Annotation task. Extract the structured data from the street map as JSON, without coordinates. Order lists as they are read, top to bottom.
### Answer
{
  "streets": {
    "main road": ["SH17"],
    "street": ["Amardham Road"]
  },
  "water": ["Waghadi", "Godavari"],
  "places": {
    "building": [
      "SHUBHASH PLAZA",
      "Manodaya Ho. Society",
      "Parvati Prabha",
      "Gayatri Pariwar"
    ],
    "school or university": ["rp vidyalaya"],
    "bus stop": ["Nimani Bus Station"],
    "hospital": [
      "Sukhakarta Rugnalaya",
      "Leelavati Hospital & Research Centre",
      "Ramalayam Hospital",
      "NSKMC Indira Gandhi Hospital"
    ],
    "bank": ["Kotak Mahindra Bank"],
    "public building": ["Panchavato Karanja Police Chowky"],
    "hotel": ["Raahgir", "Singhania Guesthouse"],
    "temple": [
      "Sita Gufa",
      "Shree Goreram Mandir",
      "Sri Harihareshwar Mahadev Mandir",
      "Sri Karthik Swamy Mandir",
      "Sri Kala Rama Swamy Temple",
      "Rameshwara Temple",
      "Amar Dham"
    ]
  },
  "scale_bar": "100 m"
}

---

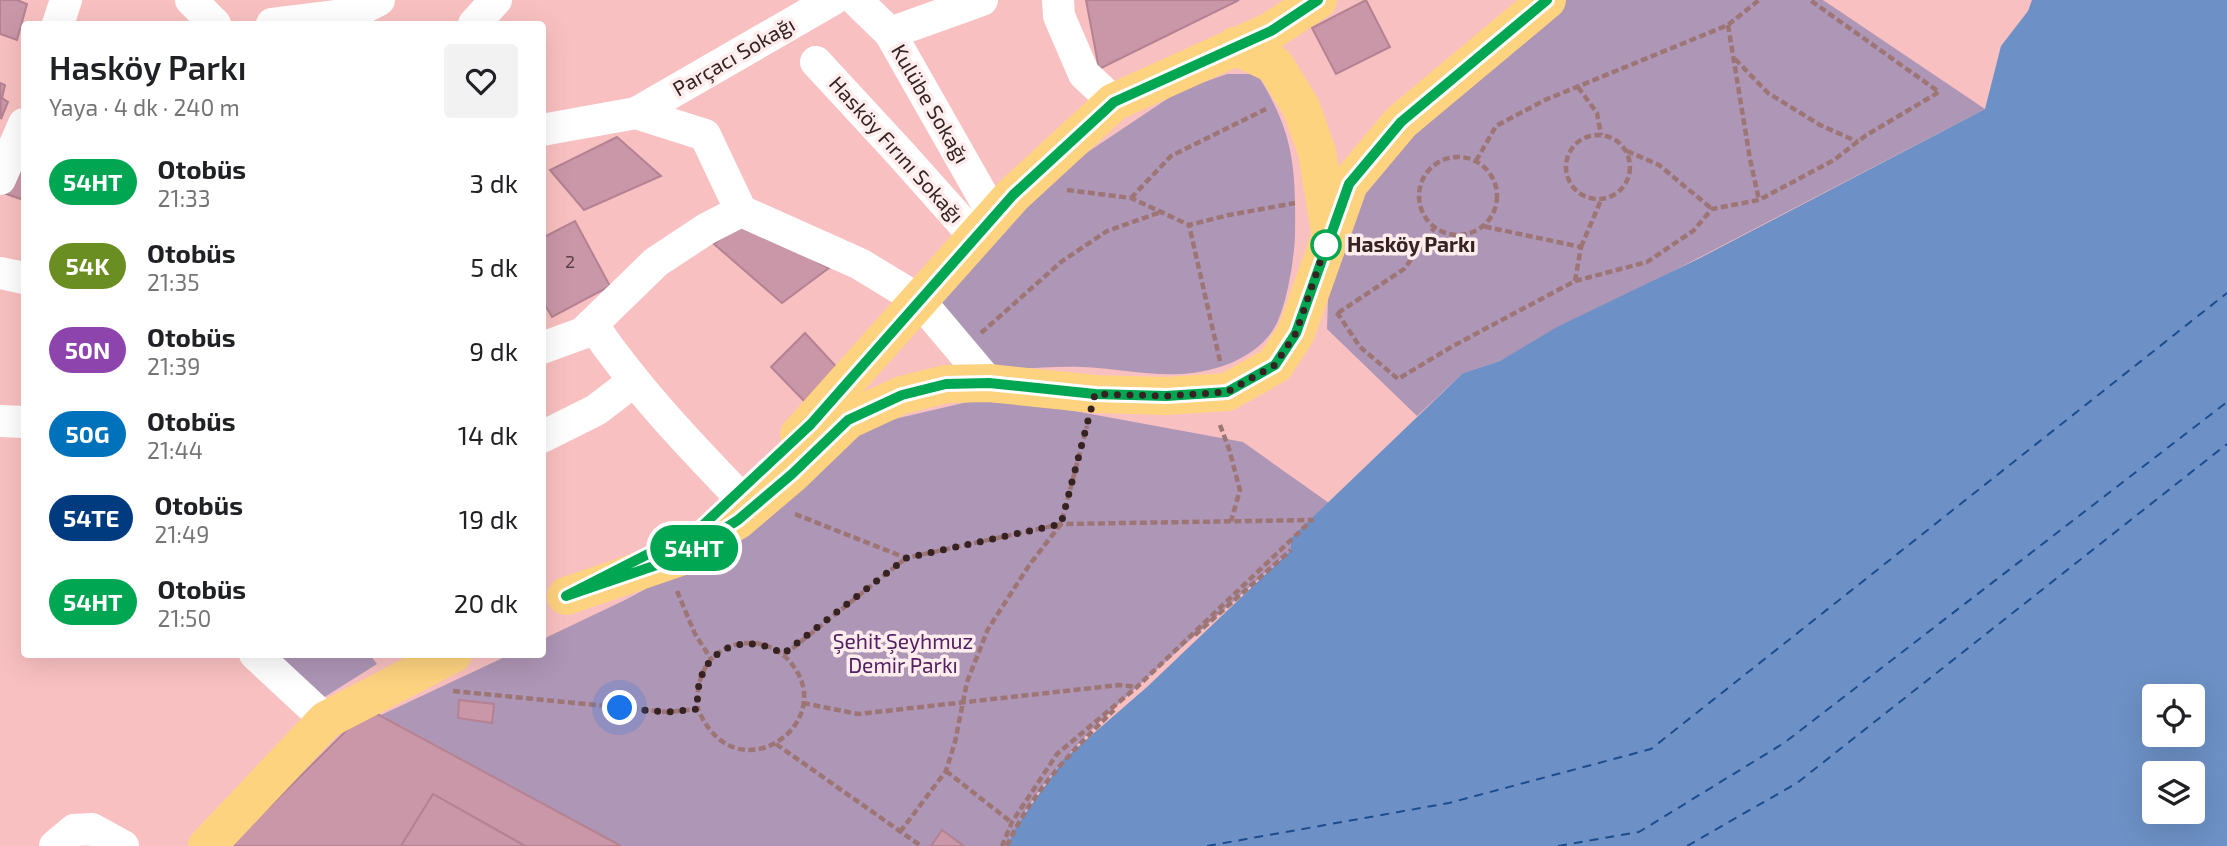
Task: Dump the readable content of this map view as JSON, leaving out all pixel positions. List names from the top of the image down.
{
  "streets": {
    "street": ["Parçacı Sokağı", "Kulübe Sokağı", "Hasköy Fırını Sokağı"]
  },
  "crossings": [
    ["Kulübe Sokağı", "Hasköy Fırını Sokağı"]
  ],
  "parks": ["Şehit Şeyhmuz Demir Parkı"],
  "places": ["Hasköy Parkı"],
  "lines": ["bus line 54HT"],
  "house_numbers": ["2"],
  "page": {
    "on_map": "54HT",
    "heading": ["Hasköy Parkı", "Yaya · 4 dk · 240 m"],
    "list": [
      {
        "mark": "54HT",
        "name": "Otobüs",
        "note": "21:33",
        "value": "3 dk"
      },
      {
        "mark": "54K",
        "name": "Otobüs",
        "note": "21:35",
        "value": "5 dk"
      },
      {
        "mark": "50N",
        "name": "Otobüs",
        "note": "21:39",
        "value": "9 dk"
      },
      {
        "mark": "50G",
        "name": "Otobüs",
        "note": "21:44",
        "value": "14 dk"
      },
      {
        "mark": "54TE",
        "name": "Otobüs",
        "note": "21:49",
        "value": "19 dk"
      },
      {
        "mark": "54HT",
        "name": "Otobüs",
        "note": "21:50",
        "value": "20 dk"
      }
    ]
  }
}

▶ **TASK TO CARRY OUT**
Copy out each line of the listing that holds the string "Fırını".

▶ **RESPONSE BELOW**
    "street": ["Parçacı Sokağı", "Kulübe Sokağı", "Hasköy Fırını Sokağı"]
    ["Kulübe Sokağı", "Hasköy Fırını Sokağı"]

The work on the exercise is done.